### Brief
What is needed is an exact copy of the records, with the images left out.

### Dataset entries
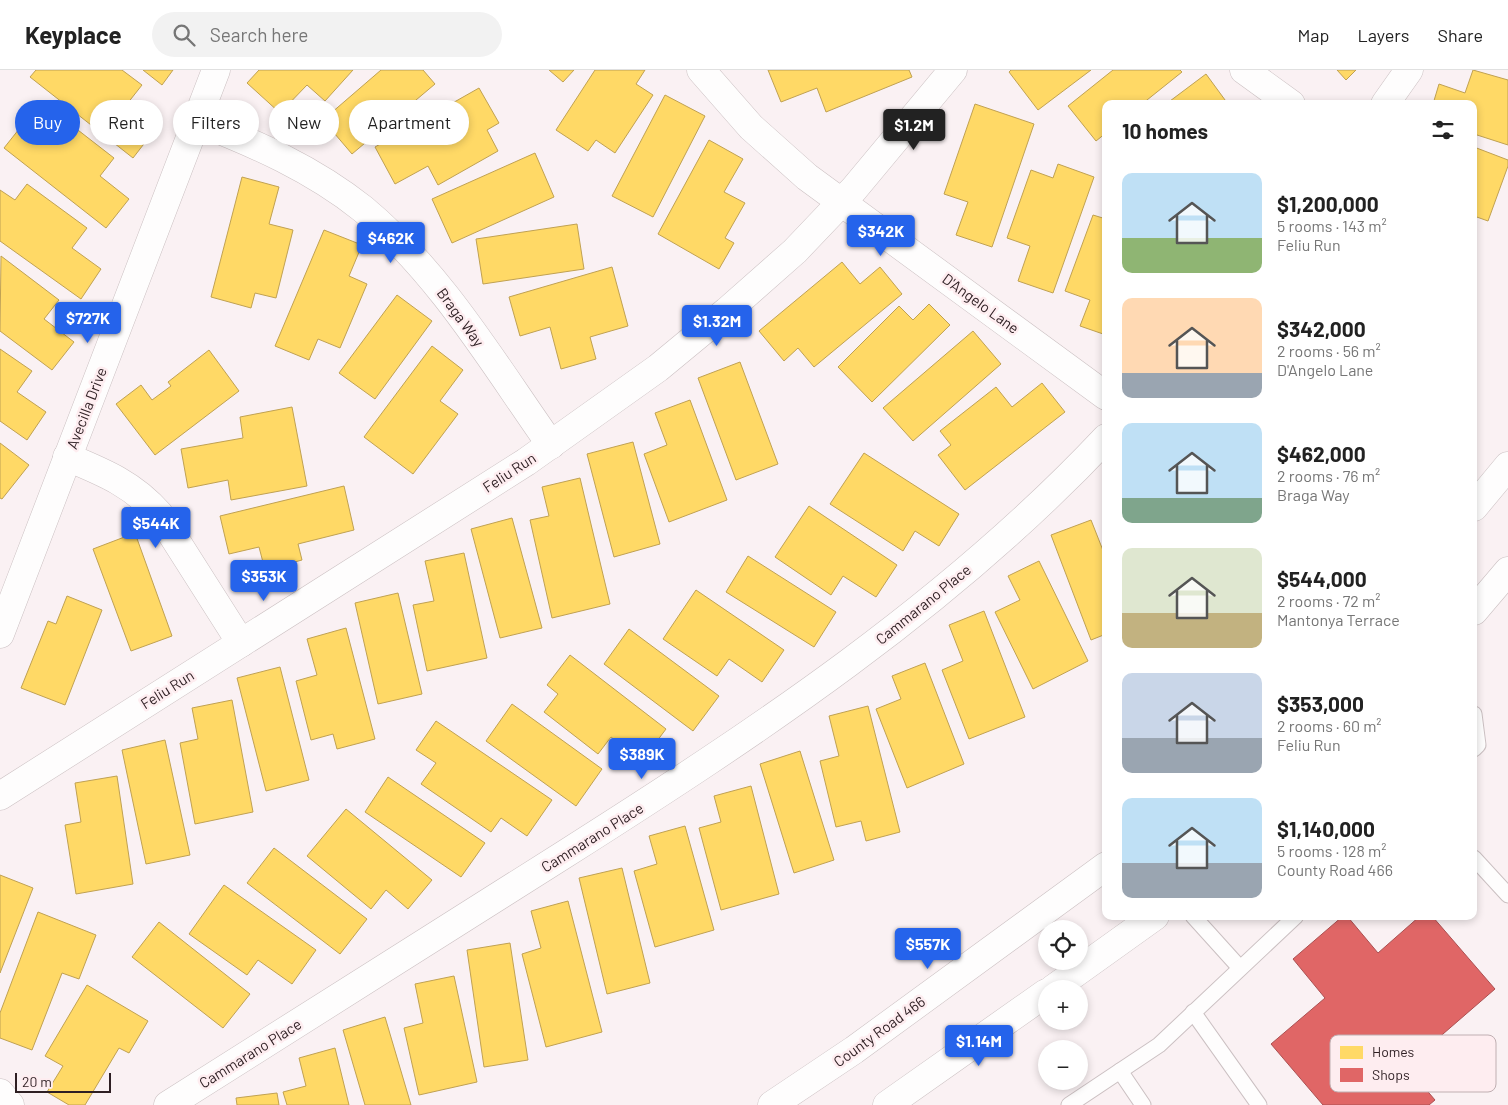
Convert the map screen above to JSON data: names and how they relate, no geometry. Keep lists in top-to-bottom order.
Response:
{
  "streets": {
    "street": [
      "D'Angelo Lane",
      "Braga Way",
      "Avecilla Drive",
      "Feliu Run",
      "Cammarano Place",
      "County Road 466"
    ]
  },
  "crossings": [
    ["D'Angelo Lane", "Feliu Run"],
    ["Braga Way", "Feliu Run"]
  ],
  "legend": ["Homes", "Shops"],
  "scale_bar": "20 m",
  "page": {
    "header": "Keyplace",
    "search": "Search here",
    "nav": ["Map", "Layers", "Share"],
    "chip": [
      "Buy",
      "Rent",
      "Filters",
      "New",
      "Apartment"
    ],
    "heading": "10 homes",
    "price": [
      "$1.2M",
      "$342K",
      "$462K",
      "$727K",
      "$1.32M",
      "$544K",
      "$353K",
      "$389K",
      "$557K",
      "$1.14M"
    ],
    "list": [
      {
        "name": "$1,200,000",
        "note": "5 rooms · 143 m² · Feliu Run"
      },
      {
        "name": "$342,000",
        "note": "2 rooms · 56 m² · D'Angelo Lane"
      },
      {
        "name": "$462,000",
        "note": "2 rooms · 76 m² · Braga Way"
      },
      {
        "name": "$544,000",
        "note": "2 rooms · 72 m² · Mantonya Terrace"
      },
      {
        "name": "$353,000",
        "note": "2 rooms · 60 m² · Feliu Run"
      },
      {
        "name": "$1,140,000",
        "note": "5 rooms · 128 m² · County Road 466"
      }
    ],
    "map_buttons": ["+", "−"],
    "scale": "20 m"
  }
}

### Exercise result
Convert the map screen above to JSON data: names and how they relate, no geometry. Keep lists in top-to-bottom order.
Response:
{
  "streets": {
    "street": [
      "D'Angelo Lane",
      "Braga Way",
      "Avecilla Drive",
      "Feliu Run",
      "Cammarano Place",
      "County Road 466"
    ]
  },
  "crossings": [
    ["D'Angelo Lane", "Feliu Run"],
    ["Braga Way", "Feliu Run"]
  ],
  "legend": ["Homes", "Shops"],
  "scale_bar": "20 m",
  "page": {
    "header": "Keyplace",
    "search": "Search here",
    "nav": ["Map", "Layers", "Share"],
    "chip": [
      "Buy",
      "Rent",
      "Filters",
      "New",
      "Apartment"
    ],
    "heading": "10 homes",
    "price": [
      "$1.2M",
      "$342K",
      "$462K",
      "$727K",
      "$1.32M",
      "$544K",
      "$353K",
      "$389K",
      "$557K",
      "$1.14M"
    ],
    "list": [
      {
        "name": "$1,200,000",
        "note": "5 rooms · 143 m² · Feliu Run"
      },
      {
        "name": "$342,000",
        "note": "2 rooms · 56 m² · D'Angelo Lane"
      },
      {
        "name": "$462,000",
        "note": "2 rooms · 76 m² · Braga Way"
      },
      {
        "name": "$544,000",
        "note": "2 rooms · 72 m² · Mantonya Terrace"
      },
      {
        "name": "$353,000",
        "note": "2 rooms · 60 m² · Feliu Run"
      },
      {
        "name": "$1,140,000",
        "note": "5 rooms · 128 m² · County Road 466"
      }
    ],
    "map_buttons": ["+", "−"],
    "scale": "20 m"
  }
}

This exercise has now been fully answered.